Memory & Persistence

TODO: memory is needed only when context window is exceeded, whichi normally happens in long-horizon task, however, by far in this tutorial we have not cover long-horizon task. think about moving this chapter after 12-agentic-systems.

In 2024, a healthcare startup deployed an AI triage assistant to help nurses prepare for patient consultations. It was designed to review patient history, flag concerns, and suggest questions for the doctor. On day three, a patient mentioned they were severely allergic to penicillin. Thirty minutes later—after discussing symptoms, running through a checklist, and asking clarifying questions—the same assistant recommended a penicillin-based antibiotic.

The allergy disclosure had scrolled out of the context window. The agent had "forgotten."

Fortunately, the nurse caught the error before any harm was done. But the incident exposed a fundamental truth about AI agents: they don't remember anything by default. Every interaction starts fresh. Every conversation is ephemeral. The impressive illusion of continuity we experience with chatbots is often just careful engineering behind the scenes.

This chapter teaches you that engineering. We'll build agents that remember your name, recall discussions from months ago, and maintain persistent knowledge across sessions—all while respecting the hard constraints of context windows.

Cutting Through the Jargon

"Memory" and "persistence" are overloaded terms in AI. Many resources make analogies to human memory—short-term, long-term, episodic, semantic—which adds confusion without clarity.
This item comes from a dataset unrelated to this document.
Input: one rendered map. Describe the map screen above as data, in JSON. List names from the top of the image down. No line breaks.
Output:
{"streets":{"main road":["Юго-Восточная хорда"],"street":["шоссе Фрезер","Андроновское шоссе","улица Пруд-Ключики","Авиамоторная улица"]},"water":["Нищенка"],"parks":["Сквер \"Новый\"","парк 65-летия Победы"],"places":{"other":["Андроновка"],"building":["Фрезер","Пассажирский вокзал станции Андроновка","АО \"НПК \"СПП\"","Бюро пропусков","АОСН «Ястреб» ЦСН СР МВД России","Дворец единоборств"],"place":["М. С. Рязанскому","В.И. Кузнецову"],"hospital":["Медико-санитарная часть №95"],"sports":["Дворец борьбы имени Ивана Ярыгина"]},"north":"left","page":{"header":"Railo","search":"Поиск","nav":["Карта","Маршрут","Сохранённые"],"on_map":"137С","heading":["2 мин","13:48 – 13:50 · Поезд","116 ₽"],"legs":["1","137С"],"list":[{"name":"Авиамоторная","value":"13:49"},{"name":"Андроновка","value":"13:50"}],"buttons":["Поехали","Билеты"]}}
We'll skip the metaphors and focus on what actually matters: storing data somewhere and retrieving it into the context window when needed.


1. The Context Window Problem

Before solving memory, we need to understand why agents forget in the first place.

The Hard Limit

The model can only "see" and process tokens within its context window. This is a hard limit enforced by the architecture:

ModelContext Window
GPT-4o128k tokens
Claude 3.5 Sonnet200k tokens
Gemini 2.0 Flash1M tokens

When you exceed this limit, something must be removed. There's no overflow buffer, no automatic compression—tokens simply get dropped.

The Trimming Dilemma

When conversation history grows beyond the context limit, we must trim it. The simplest approach: keep only the last N messages.

This is the core problem: trimming destroys information. The agent loses access to anything outside the current window.

Why Not Just Use a Bigger Window?

Models like Gemini 2.0 offer 1M+ token windows. Problem solved?

Not quite. As we discussed in the RAG chapter:

  1. Data often exceeds even massive windows: Enterprise conversations, customer histories, and knowledge bases can easily surpass any context limit.

  2. Context is precious: Every token spent on "just in case" history is a token unavailable for instructions, reasoning, and the current task.

  3. Attention degrades: The "Lost in the Middle" phenomenon means models struggle to use information buried deep in long contexts. A fact mentioned 500k tokens ago might as well not exist.

The solution isn't bigger windows—it's smarter memory management.


2. The Mental Model

Before implementing anything, let's establish how to think about agent memory.

Memory = Storage + Retrieval

Memory is simply:

  1. Storage: Persisting data somewhere outside the context window
  2. Retrieval: Fetching relevant data back into the context window when needed

Memory Scoping: Who and Which Conversation?

Here's a question that trips up many new agent developers: whose memory is this, and which conversation does it belong to?

When you're prototyping, it's easy to think of your agent as a single entity with one memory. But in production, your agent might be:

  • Talking to thousands of users simultaneously
  • Handling multiple conversations per user (a billing question, then a product question, then a feature request)
  • Running across multiple server instances with no shared state

Memory needs to be scoped correctly, or User A sees User B's conversation history. That's a privacy disaster and a UX nightmare.

Two Levels of Scoping

Most memory systems use two identifiers:

ConceptWhat It RepresentsOther Names You'll See
User/ResourceThe entity you're storing memory aboutuser_id, resource_id, customer_id
Conversation/ThreadA specific conversation or sessionthread_id, session_id, conversation_id, chat_id

Think of it like email: the user is the person, the thread is a specific email chain.

Why Threads?

If a user can only have one conversation, why bother with threads at all?

In practice, users often have multiple concurrent contexts:

  • A support agent might open a new ticket for each issue (each ticket = one thread)
  • A user might start a fresh conversation without wanting old context ("Let's start over")
  • Different channels might be different threads (web chat vs. mobile app)

Threads let you isolate conversations while still sharing user-level information.

Scoping Your Memory

The key insight: different types of memory should be scoped differently.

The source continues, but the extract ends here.